Just as an actual cyber threat actor would do, NodeZero chained other weaknesses with the successful password spray to achieve multiple critical impacts. In this case, over 1,600 credentials were captured and used to access services and infrastructure. NodeZero compromised one domain, almost 50 hosts, and two domain users while discovering nearly 50 data stores open to ransomware. NodeZero was able to execute this operation completely safely. It showed proof of the exploit and gave the customer the steps necessary to fix their weaknesses.
M7: Can you tell me about Horizon3.ai's plans for innovation and growth in the coming years? How do you see the company evolving to meet new challenges in the cybersecurity market?
AS: We're best in class today, but we know that threat actors are investing heavily in development of ever more sophisticated threats.

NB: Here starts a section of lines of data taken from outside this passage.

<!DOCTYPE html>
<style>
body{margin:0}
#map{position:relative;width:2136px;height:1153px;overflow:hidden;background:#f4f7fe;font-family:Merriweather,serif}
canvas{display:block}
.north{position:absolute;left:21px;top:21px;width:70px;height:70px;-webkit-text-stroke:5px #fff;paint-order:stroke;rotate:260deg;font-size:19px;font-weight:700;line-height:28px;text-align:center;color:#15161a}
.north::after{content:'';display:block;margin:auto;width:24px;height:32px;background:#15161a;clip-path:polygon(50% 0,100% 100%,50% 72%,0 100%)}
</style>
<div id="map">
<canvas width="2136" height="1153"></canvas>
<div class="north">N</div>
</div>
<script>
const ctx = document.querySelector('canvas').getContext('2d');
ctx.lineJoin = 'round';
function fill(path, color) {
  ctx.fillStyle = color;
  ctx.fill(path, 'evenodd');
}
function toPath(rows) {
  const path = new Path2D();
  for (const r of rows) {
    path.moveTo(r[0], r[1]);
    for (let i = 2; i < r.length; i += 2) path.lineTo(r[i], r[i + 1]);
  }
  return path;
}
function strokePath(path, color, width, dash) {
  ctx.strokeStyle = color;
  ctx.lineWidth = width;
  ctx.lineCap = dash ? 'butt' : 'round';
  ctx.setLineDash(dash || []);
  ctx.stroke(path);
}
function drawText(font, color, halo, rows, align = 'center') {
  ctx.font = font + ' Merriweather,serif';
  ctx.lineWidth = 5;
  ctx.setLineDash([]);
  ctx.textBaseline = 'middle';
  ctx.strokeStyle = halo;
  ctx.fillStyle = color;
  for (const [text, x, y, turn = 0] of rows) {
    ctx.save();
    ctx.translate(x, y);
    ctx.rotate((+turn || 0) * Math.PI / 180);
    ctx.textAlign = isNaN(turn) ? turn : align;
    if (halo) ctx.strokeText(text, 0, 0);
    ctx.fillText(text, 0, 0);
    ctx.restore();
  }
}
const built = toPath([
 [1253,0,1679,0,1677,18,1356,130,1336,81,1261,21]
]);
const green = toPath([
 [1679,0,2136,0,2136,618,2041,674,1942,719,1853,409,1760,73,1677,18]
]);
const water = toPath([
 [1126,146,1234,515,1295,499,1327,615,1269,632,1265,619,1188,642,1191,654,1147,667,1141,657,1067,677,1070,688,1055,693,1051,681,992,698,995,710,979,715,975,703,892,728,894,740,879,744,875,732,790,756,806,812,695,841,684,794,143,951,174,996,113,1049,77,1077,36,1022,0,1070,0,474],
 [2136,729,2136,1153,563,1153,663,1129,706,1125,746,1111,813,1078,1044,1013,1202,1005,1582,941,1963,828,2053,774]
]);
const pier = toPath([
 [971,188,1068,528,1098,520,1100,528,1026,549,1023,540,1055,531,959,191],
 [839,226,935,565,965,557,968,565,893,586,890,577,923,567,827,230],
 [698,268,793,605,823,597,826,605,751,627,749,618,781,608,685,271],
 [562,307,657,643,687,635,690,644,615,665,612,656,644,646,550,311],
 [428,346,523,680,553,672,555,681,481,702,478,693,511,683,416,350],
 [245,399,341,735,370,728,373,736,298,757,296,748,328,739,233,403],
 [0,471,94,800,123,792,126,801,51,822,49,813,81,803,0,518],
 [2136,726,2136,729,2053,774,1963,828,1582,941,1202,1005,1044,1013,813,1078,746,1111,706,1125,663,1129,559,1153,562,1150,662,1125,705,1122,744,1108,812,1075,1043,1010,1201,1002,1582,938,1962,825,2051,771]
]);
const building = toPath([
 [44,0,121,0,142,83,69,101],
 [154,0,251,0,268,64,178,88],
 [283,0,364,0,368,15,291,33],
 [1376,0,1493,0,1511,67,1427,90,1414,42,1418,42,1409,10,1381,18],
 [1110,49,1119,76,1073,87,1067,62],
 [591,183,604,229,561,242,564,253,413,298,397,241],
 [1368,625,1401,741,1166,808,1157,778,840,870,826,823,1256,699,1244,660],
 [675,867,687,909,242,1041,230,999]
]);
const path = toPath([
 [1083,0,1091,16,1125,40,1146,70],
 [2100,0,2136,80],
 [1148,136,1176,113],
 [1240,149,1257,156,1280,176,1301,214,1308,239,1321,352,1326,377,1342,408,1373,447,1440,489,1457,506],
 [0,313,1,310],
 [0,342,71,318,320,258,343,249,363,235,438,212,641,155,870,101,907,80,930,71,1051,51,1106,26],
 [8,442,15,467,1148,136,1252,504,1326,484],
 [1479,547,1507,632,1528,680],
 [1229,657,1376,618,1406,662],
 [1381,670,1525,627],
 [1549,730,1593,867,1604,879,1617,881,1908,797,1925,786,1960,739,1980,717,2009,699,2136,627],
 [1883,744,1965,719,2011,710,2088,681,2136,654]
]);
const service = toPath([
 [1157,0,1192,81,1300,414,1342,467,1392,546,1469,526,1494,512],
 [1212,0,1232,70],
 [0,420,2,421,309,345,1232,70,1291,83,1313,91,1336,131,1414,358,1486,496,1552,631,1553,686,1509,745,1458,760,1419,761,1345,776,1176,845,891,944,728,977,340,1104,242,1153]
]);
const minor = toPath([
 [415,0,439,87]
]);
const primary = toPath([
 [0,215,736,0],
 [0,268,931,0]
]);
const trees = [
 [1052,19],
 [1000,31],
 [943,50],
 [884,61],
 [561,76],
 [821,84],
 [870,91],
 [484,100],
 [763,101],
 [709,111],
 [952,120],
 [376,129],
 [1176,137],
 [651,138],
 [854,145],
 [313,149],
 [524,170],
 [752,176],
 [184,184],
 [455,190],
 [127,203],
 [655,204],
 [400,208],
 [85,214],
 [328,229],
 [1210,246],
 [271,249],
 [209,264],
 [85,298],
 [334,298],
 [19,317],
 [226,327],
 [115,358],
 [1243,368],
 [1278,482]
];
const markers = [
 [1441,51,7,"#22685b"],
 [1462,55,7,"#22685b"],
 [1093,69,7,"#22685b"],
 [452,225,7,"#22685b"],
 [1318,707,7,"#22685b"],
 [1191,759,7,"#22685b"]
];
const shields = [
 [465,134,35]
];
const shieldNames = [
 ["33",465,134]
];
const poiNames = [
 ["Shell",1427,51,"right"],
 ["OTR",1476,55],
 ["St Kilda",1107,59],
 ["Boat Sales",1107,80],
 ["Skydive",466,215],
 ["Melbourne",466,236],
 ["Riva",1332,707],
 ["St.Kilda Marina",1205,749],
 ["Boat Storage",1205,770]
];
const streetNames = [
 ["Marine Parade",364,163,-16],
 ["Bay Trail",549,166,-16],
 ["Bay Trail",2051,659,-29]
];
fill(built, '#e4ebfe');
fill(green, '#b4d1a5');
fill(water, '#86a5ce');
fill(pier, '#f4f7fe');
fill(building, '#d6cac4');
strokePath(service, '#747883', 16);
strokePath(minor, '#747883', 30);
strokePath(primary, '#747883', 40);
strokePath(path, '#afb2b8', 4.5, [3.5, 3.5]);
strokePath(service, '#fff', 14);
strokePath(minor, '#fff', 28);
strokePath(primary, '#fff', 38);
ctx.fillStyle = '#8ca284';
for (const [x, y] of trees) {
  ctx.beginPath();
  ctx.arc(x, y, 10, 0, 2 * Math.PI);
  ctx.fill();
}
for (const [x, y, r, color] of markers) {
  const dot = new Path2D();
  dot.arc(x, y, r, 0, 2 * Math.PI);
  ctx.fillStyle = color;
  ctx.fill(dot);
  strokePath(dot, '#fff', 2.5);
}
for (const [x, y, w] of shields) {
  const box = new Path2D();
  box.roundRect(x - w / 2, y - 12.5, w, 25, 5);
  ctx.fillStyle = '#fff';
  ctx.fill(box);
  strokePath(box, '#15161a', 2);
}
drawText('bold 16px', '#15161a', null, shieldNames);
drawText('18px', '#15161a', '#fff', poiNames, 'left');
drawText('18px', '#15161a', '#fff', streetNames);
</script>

In addition to autonomous testing across premise, cloud and hybrid environments, we're focused on usability. We've just rolled out NodeZero Analytics, a level of usability that empowers cyber pros regardless of their level of experience. Additionally, we're focused on refining usability so that autonomous pentesting is a force multiplier. At the heart of the refresh are detailed attack paths with proof of exploitation, prioritized fix actions, and 1-click verification that the remediation was successful.